Story: Ichiko (Sakura Ando) is 32 years old and still lives at home. She doesn't help her mother at her food stand and lazes around the whole
day without having a perspective in life. However, it gets really bad when her sister moves in with her mother again after a failed marriage. After a few
scuffles Ichiko has to move out. She decides to work at a convenience store where one of her colleagues soon approaches her. But Ichiko is only interested
in Kano (Hirofumi Arai), an amateur boxer, who she has already seen a few times in a near boxing studio. As it turns out he every now and then also comes to
the convenience store Ichiko works at. The two go on a first date and something similar to a romantic relationship unfolds between the two. But Kano isn't
the guy for a serious relationship. In order to blow off steam Ichiko decides to start boxing. At first, she is everything but talented, but she soon gets
a lot better very fast. She finally has found something which she can put her whole energy into. Still, she won't have a real career because of her advanced
age. Yet, she wants to win at least one fight...
Review: You shouldn't get deceived by the poster. "100 Yen Love" is not your typical art house flick. The drama revolving around a woman
who hasn't found her place in society and tries to get her life together through sport also isn't your standard boxing film. What makes the movie so special
is the unusual and at times wacky way elements of different genres, last but not least that of a comedy as well, are interwoven. So it's no real surprise that
Japan's official entry for "Best Foreign Language Film" at the Academy Awards is this little movie, which manages with its oddball characters and profound
story to emotionally involve while not coming across as cold as most other art house movies.

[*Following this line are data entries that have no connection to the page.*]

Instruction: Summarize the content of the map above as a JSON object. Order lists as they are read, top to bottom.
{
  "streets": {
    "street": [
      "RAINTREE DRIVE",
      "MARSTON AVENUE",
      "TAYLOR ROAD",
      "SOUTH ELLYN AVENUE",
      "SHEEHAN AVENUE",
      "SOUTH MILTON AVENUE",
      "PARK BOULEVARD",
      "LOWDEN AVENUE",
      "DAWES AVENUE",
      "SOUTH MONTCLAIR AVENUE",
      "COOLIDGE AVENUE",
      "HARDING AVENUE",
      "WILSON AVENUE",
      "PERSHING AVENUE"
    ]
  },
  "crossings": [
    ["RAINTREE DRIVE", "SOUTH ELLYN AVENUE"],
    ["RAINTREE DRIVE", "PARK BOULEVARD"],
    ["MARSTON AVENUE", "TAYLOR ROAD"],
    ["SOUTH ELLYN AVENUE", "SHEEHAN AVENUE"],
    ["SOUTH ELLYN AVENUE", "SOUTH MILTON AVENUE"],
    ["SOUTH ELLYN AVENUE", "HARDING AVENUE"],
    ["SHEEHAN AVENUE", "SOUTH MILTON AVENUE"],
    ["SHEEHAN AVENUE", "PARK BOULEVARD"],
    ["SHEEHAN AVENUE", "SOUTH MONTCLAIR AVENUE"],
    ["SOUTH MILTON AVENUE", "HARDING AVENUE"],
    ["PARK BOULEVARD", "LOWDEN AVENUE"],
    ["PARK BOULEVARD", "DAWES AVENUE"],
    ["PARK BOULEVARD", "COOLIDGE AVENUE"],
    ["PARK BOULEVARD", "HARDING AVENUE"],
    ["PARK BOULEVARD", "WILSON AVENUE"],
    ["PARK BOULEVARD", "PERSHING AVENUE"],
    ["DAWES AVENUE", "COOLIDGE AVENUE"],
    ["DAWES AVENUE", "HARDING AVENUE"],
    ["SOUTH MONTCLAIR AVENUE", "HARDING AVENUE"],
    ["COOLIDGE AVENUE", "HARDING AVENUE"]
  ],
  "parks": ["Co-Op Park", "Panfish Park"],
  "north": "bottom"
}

And this even though at first it doesn't look like we could ever have sympathy for Ichiko. She is just lazily hanging around at home, doesn't lend a helping
hand to her parents and even smells all the way through the screen since she apparently had her last bath years ago. But we slowly get an idea what kind of pain
Ichiko bears within. She may move around like a boy and her round, almost bent over posture gives her something extremely stiff, but even though she may pretend
to be strong she is no emotional ice cube. There is a very significant scene when Ichiko is getting raped. After the crime she deals with the situation in a
very pragmatic manner, doesn't feel ashamed of being a victim, as most other women normally tend to do, and reports the case to the police right away. Yet,
this surely has left her with an emotional scar, too.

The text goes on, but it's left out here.